Только оттертый другими родственниками, нахлынувшими на палубу, Ахилл оторвался от своего двоюродного брата Николы Марулиса.
Объятьям и поцелуям не было конца. «Николаки! Николаки!» — все время слышалось среди всхлипываний и восклицаний. Стамати, вытирая слезы, глубоко вздыхал. Олимпия причитала и заливалась слезами, как на похоронах. После родственников пошли друзья и все любопытные, которым удалось прорвать кордон. Все толкались, чтобы пощупать американца или хотя бы взглянуть на него поближе.
Совершенно сбитый с толку старик с влажными глазами никого не узнавал из окружавших его людей, задыхаясь в страшной толчее. Его подхватили на руки и так снесли на дебаркадер. Только тут он на мгновенье пришел в себя и стал растерянно оглядываться вокруг, словно что-то забыл на пароходе. Губы у него дрожали, и он все повторял никому непонятные слова.
— Багаж ищет, — подсказал кто-то из толпы.
— Здесь он, здесь! Пусть не беспокоится! — раздался глубокий надтреснутый бас, и с парохода спустился Ахилл Ксидиас, нагруженный чемоданами. За его спиной на трапе вдруг появилась стройная фигурка смуглянки, которую все видели на палубе, когда причаливал пароход.

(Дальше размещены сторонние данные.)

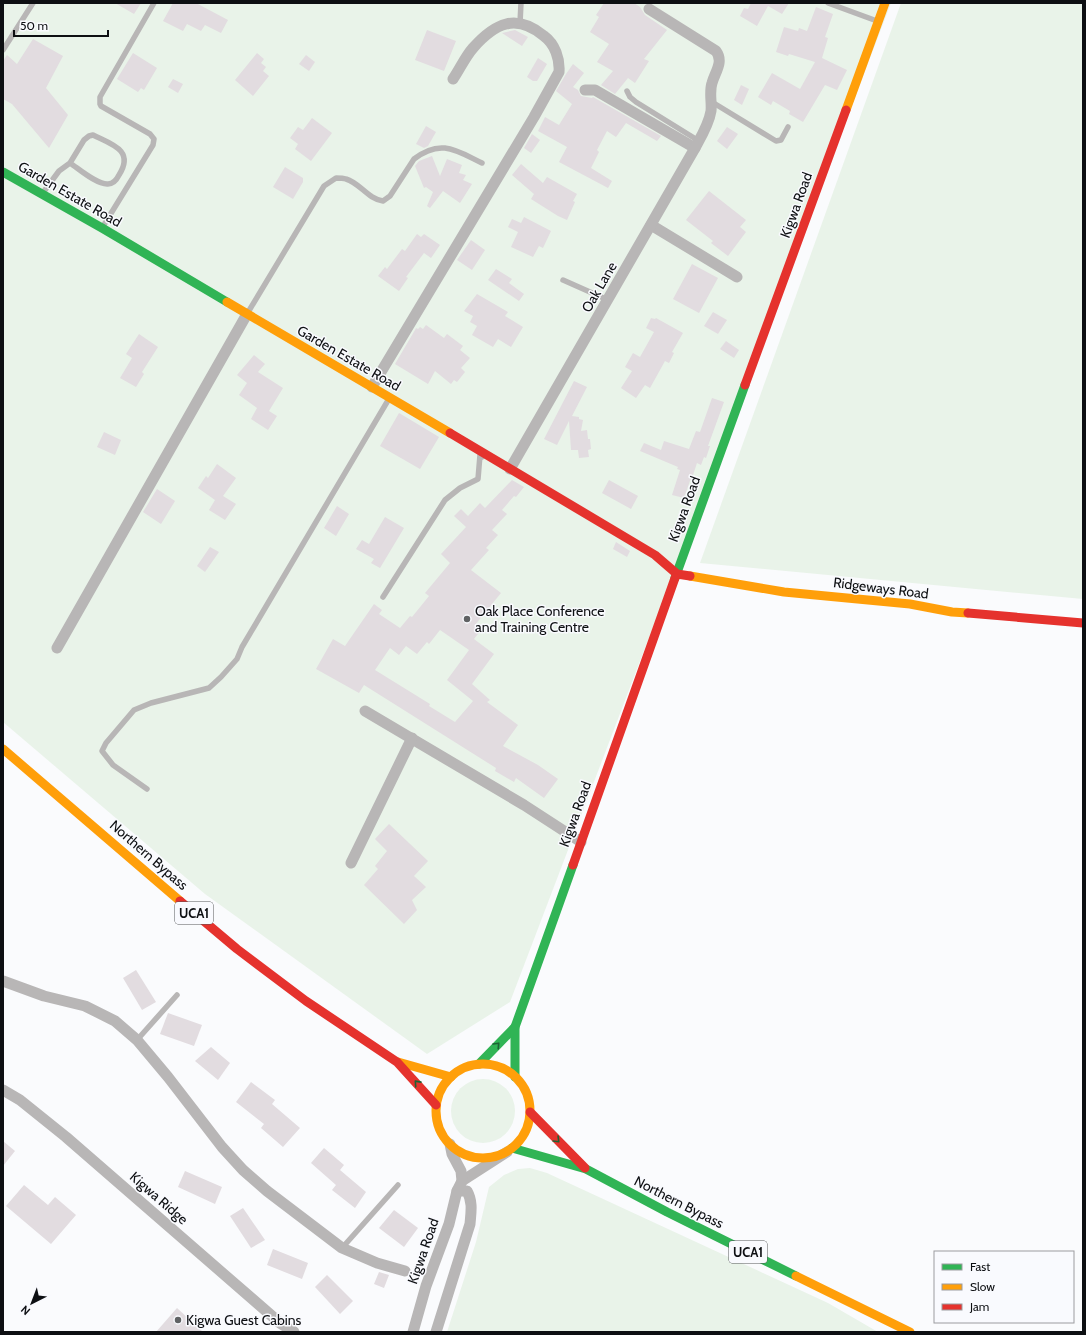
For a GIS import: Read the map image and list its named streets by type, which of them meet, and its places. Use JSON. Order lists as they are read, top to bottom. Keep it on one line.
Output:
{"streets":{"street":["Garden Estate Road","Kigwa Road","Oak Lane","Ridgeways Road","Northern Bypass","UCA1","Kigwa Ridge"]},"crossings":[["Garden Estate Road","Kigwa Road"],["Garden Estate Road","Oak Lane"],["Garden Estate Road","Ridgeways Road"],["Kigwa Road","Ridgeways Road"],["Northern Bypass","UCA1"]],"places":["Oak Place Conference and Training Centre","Kigwa Guest Cabins"],"legend":["Fast","Slow","Jam"],"scale_bar":"50 m","north":"bottom left"}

— Эвантия! Эвантия! — оживившись, воскликнул старик и произнес еще несколько слов на непонятном языке. — Это моя дочь, — добавил он смущенно на ломаном греческом языке.
На миг воцарилось молчание. Удивленные взгляды устремились к пароходу.

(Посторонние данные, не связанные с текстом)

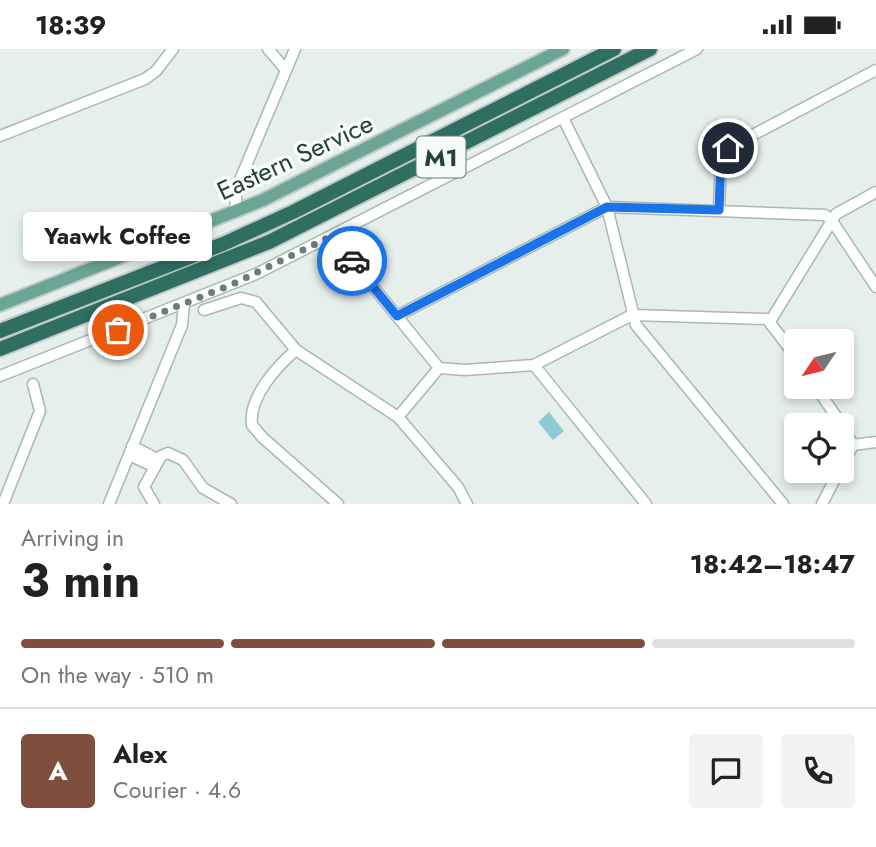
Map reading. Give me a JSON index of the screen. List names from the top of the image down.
{
  "streets": {
    "highway": ["M1"],
    "main road": ["Eastern Service"]
  },
  "places": ["Yaawk Coffee"],
  "north": "bottom left",
  "page": {
    "status": "18:39",
    "bubble": "Yaawk Coffee",
    "heading": ["3 min", "Arriving in", "18:42–18:47"],
    "panel": ["Alex", "Courier · 4.6"],
    "bar": "On the way · 510 m",
    "round": "A"
  }
}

Эвантия, оробев от такого количества глаз, рассматривающих ее, спускалась медленно, глядя себе под ноги.
Переступив последнюю ступеньку, она попала в объятия Олимпии, которая принялась ее целовать, не в силах вымолвить ни слова, потому что ее душили бурные рыдания.
Пенелопа властно, энергично работая локтями, пробилась вперед и, ласково обняв девушку за талию, решительно притянула ее к себе.
Девушка испуганно обернулась, не понимая, что же хотят от нее эти женщины, суетящиеся вокруг. С трудом она прокладывала себе дорогу среди людей, которые протягивали к ней руки, чтобы заключить ее в объятия. Она сошла на берег, прижимая к груди какое-то живое существо, завернутое в шерстяной платок.
— Это собачка!
— Да нет — кошка…
Ребятишки, сгорая от любопытства, вытягивали шеи, чтобы увидеть, что же это такое. Какой-то отчаянный мальчишка вздумал было пощупать зверька. И вдруг из узелка неожиданно высунулась взъерошенная мордочка со сверкающими, словно две блестящие бусинки, глазами. Испуганный мальчишка отдернул руки и в восторге закричал:
— Обезьянка! Это обезьянка!
— Арапка привезла обезьяну! — загалдели ребятишки, сделав радостное открытие.
Вся процессия двинулась в путь.
Уставший американец шагал тяжело, поддерживаемый под руки с одной стороны Стамати, с другой Нику Политиком.
Перед кофейней толпа остановилась в нерешительности.
Стамати легонько подталкивал американца к дверям, и тот не понимал, почему Нику Политик продолжал тянуть его за руку.
— Сюда! Сюда! В кофейню! — закричали из толпы.
— Дальше! Дальше! В парикмахерскую! — настойчиво возражали им другие.
Американец, сбитый с толку, остановился среди шумной толпы, которая топталась на месте. Конфликт разрешился сам собой, когда раздался густой, словно бычий рев, голос Ахилла Ксидиаса:
— Все в порядке! Багаж наверху у Стамати.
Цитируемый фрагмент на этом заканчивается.